REQUIRED WORK
Show all the lines in the data below that include the word "solid".

Stored data entries:
──────────────────────────────

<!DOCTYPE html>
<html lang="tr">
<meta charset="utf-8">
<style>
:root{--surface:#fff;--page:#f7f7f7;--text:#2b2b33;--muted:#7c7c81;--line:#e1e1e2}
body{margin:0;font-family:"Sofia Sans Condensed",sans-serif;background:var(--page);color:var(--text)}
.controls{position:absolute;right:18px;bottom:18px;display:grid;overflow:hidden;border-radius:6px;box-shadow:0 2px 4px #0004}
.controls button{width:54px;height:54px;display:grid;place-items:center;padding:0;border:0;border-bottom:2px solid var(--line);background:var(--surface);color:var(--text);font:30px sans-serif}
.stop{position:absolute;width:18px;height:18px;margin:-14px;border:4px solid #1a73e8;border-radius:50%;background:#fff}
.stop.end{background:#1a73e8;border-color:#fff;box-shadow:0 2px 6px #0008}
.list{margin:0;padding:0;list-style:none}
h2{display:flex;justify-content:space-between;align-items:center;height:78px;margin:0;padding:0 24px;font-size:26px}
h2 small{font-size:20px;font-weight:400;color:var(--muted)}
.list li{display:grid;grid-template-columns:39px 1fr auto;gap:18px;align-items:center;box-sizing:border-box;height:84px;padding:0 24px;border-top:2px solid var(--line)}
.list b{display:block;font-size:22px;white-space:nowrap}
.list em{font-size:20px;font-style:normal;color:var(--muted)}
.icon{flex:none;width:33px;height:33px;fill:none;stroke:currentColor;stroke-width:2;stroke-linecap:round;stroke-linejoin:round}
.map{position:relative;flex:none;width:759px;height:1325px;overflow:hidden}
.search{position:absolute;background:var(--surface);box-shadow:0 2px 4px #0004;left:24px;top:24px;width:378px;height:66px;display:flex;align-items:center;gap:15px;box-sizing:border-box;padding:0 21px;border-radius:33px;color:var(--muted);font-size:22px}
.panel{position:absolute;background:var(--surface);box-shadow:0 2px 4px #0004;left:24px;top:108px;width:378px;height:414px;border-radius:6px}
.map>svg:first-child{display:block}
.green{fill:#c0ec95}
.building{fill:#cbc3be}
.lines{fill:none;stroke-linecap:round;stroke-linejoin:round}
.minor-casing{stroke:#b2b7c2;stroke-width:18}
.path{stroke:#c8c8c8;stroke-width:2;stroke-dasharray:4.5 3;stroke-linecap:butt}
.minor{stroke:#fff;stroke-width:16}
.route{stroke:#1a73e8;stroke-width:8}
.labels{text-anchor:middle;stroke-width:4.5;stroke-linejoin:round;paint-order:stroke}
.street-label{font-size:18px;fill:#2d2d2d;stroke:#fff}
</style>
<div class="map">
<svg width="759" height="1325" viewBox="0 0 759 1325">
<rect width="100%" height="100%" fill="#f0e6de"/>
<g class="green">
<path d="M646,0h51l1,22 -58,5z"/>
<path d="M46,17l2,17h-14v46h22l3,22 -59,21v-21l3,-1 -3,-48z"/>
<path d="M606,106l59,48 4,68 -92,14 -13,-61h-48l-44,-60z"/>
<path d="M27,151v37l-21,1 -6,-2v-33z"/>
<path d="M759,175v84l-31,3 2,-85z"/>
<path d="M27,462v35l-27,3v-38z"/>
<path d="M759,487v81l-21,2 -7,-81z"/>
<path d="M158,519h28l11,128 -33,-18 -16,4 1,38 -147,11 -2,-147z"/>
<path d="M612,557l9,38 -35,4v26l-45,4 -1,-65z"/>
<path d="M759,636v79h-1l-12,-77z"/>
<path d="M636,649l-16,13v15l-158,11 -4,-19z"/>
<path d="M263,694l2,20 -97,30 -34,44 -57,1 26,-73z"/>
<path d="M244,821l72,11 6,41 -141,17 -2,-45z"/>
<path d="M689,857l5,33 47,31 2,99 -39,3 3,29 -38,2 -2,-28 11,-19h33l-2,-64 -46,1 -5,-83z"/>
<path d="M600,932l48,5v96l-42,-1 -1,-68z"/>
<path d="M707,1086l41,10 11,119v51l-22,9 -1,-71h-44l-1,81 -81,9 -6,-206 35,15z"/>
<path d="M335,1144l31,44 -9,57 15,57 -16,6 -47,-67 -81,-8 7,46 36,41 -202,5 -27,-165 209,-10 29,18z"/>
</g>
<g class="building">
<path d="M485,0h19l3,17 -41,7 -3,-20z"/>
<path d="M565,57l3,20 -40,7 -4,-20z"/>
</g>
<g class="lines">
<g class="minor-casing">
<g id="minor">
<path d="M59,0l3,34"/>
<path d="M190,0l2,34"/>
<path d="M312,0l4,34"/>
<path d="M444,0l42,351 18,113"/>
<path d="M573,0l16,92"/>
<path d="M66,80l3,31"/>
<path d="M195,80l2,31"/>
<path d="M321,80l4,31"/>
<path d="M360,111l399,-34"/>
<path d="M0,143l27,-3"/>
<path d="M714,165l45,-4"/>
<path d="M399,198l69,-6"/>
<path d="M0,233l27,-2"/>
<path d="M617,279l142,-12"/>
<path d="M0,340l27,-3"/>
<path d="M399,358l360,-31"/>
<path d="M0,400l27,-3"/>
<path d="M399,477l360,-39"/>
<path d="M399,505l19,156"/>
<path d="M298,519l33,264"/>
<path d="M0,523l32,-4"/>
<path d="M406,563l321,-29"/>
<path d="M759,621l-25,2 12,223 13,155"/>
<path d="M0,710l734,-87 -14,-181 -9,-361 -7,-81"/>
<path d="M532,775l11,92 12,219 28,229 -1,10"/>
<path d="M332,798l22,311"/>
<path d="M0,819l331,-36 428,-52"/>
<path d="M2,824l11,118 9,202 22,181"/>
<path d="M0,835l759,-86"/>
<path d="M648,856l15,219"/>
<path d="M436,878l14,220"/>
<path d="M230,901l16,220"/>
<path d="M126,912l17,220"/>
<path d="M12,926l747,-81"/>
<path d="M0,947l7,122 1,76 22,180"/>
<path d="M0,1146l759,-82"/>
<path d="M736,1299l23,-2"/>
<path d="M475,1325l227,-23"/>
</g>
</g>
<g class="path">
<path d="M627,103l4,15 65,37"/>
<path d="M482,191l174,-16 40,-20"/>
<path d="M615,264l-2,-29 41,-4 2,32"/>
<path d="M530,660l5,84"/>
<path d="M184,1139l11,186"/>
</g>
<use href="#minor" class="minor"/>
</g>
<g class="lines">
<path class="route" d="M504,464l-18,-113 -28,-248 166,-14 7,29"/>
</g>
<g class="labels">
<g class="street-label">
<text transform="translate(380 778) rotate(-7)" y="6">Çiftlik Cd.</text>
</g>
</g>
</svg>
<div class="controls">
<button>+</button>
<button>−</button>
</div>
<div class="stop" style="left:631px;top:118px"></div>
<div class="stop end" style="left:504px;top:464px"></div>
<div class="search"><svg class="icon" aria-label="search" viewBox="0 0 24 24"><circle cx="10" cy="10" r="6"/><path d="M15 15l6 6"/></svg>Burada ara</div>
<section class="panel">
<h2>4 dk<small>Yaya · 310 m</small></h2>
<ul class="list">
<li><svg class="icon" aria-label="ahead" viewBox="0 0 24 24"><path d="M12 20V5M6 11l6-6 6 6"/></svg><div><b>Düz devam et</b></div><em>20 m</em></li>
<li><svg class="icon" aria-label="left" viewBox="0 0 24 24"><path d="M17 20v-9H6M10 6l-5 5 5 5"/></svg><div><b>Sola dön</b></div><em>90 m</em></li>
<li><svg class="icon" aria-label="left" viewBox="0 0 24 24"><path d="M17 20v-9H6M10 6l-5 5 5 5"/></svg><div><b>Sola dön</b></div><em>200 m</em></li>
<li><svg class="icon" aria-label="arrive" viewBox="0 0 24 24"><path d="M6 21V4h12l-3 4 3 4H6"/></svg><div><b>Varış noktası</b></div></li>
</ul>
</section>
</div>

──────────────────────────────

EXERCISE RESPONSE
.controls button{width:54px;height:54px;display:grid;place-items:center;padding:0;border:0;border-bottom:2px solid var(--line);background:var(--surface);color:var(--text);font:30px sans-serif}
.stop{position:absolute;width:18px;height:18px;margin:-14px;border:4px solid #1a73e8;border-radius:50%;background:#fff}
.list li{display:grid;grid-template-columns:39px 1fr auto;gap:18px;align-items:center;box-sizing:border-box;height:84px;padding:0 24px;border-top:2px solid var(--line)}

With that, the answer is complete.